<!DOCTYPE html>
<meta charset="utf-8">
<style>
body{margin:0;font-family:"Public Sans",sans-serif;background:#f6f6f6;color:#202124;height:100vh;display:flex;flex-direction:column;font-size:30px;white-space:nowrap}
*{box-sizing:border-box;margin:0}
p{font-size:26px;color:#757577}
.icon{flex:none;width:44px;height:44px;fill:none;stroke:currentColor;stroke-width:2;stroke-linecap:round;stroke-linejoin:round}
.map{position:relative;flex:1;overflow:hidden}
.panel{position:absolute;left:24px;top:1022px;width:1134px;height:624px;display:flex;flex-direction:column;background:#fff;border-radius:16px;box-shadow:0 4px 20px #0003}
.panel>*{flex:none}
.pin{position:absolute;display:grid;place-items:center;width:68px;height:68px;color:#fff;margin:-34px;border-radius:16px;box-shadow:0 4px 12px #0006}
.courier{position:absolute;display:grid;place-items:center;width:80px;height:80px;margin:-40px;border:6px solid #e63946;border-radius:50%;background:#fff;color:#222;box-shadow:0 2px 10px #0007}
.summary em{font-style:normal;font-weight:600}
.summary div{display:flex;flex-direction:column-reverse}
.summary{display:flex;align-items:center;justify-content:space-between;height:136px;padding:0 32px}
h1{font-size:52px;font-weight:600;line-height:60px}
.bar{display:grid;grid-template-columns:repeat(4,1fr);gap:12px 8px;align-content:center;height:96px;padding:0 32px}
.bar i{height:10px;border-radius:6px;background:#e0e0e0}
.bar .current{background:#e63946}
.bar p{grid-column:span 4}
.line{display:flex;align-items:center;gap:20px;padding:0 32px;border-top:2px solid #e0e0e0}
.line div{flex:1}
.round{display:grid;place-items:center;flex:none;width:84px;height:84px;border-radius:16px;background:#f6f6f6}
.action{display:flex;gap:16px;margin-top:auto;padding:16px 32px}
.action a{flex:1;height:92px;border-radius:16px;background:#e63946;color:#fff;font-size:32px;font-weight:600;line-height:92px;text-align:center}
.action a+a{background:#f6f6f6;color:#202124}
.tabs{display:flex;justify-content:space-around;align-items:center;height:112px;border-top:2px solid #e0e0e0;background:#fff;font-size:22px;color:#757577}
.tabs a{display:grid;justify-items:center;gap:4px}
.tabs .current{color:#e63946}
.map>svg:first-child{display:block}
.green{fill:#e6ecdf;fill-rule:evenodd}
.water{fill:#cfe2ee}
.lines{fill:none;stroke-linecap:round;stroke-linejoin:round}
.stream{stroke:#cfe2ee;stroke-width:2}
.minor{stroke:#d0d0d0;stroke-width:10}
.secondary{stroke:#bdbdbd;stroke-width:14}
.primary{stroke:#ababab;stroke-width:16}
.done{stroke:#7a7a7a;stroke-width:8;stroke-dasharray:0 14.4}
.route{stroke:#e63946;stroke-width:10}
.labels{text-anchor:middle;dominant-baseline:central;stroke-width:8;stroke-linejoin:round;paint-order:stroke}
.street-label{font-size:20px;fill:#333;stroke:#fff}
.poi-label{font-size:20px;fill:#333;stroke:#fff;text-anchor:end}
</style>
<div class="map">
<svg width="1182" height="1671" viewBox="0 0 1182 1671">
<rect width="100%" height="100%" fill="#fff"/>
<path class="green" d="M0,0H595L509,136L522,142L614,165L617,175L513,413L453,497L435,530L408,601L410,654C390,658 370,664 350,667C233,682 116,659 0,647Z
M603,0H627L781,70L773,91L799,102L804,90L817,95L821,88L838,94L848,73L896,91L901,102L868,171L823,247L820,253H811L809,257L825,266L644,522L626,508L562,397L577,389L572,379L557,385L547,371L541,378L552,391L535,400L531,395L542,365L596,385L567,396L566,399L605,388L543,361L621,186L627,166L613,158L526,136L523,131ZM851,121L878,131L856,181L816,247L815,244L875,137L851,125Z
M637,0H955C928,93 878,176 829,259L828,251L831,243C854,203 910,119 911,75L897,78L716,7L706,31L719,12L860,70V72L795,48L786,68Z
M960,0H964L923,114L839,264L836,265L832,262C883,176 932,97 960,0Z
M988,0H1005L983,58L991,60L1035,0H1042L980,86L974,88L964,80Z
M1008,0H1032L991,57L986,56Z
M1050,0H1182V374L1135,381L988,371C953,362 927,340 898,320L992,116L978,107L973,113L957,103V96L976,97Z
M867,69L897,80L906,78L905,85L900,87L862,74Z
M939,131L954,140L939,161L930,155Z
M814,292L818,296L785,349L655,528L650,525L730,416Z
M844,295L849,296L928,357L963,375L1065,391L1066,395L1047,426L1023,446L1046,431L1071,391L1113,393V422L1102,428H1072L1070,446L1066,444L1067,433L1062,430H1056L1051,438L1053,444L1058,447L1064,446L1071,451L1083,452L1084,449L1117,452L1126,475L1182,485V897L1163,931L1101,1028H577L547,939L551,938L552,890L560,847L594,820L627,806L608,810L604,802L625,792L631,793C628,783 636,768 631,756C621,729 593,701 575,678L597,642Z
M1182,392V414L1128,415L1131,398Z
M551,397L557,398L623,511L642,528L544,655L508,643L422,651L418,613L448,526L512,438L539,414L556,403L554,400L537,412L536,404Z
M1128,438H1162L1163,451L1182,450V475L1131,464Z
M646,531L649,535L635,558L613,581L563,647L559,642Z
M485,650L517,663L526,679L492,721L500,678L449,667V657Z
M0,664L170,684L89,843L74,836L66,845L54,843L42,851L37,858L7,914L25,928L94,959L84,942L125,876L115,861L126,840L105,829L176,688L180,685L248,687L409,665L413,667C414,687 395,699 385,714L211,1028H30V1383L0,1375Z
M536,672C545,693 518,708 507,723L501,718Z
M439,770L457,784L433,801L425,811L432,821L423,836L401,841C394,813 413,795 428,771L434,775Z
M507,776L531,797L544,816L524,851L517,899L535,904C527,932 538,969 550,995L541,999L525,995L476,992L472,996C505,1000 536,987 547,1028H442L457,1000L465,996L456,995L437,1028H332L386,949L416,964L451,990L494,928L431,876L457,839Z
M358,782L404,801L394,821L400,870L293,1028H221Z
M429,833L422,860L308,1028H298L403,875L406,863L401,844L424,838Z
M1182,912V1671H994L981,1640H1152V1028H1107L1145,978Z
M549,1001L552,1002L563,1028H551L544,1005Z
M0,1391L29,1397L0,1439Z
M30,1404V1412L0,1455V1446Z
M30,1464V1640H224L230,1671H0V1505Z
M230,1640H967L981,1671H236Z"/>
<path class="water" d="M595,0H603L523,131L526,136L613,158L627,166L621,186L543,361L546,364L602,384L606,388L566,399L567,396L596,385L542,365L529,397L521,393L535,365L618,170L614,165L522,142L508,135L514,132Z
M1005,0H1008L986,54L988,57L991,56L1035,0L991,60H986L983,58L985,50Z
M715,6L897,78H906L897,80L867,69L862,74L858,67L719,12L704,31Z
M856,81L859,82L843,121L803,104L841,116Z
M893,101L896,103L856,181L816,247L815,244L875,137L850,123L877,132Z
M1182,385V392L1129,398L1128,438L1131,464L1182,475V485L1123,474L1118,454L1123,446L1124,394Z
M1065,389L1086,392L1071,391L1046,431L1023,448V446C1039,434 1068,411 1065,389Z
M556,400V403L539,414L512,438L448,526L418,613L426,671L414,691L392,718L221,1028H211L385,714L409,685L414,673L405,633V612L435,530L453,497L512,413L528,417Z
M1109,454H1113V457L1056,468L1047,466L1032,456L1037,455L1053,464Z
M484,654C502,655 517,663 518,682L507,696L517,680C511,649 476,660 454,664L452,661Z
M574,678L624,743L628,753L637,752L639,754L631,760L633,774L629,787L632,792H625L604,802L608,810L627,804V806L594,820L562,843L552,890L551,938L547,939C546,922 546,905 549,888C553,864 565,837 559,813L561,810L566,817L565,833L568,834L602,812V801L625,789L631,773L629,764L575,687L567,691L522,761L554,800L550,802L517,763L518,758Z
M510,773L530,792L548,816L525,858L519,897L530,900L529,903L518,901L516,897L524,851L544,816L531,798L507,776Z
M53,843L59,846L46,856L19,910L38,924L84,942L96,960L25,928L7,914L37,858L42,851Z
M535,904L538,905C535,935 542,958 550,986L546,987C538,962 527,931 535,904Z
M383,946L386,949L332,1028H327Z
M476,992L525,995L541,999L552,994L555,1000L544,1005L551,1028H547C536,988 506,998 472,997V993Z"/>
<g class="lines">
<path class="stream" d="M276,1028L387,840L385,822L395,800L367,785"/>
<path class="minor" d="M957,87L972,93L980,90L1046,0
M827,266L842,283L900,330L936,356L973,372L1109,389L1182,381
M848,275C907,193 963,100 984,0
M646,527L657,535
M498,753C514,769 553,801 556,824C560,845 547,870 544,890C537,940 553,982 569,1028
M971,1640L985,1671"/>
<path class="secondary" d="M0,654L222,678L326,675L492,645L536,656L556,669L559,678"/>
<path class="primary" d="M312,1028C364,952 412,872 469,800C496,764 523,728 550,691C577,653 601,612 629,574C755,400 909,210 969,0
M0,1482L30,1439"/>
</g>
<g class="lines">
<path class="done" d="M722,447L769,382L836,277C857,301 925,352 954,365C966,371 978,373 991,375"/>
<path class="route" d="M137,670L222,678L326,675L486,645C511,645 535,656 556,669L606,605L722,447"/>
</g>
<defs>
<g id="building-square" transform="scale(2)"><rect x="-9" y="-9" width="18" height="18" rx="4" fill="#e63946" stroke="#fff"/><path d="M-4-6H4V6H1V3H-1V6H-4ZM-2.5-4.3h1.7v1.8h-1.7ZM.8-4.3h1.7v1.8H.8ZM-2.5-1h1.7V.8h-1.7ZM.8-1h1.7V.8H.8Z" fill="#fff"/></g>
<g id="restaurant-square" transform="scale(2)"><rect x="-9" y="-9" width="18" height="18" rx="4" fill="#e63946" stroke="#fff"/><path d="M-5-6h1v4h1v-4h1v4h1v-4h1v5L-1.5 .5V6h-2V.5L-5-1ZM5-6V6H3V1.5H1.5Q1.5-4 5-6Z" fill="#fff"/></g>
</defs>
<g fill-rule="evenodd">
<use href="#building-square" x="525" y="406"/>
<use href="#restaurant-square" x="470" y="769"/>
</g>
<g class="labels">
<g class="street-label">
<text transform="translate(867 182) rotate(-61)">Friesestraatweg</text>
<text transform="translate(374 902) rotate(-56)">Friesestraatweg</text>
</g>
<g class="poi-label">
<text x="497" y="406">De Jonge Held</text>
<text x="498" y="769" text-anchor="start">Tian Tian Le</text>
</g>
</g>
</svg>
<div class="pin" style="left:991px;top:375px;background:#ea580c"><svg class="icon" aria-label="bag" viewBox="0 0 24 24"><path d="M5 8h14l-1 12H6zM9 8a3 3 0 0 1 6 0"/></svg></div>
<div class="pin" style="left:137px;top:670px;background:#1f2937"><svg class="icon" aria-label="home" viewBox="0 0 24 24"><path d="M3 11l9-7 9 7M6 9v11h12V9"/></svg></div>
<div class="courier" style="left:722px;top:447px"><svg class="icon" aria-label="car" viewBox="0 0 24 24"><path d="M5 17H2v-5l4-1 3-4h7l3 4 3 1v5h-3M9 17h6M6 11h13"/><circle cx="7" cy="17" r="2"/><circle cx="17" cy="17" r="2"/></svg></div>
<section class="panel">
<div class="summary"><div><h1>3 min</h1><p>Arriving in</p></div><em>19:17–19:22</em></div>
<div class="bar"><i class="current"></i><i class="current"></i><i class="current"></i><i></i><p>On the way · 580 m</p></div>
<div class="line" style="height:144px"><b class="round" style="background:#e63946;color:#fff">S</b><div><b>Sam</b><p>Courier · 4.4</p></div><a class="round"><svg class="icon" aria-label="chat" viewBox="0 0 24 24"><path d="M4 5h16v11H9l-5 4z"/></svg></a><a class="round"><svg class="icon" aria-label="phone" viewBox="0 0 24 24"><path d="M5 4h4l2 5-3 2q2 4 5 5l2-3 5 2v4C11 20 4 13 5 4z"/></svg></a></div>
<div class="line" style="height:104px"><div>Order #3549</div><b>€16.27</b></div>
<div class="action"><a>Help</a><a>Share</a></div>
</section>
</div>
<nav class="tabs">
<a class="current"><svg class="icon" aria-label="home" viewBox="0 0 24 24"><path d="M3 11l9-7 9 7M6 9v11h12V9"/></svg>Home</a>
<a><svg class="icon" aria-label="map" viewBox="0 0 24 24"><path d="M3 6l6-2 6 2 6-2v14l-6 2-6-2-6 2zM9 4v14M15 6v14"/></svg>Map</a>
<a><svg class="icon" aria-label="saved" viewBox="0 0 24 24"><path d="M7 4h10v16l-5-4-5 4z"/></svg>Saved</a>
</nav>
+ + +
▶ WORK TO COMPLETE
Where a line of the records contains the word "summary", count it; state only the final tally.

▶ SOLUTION
4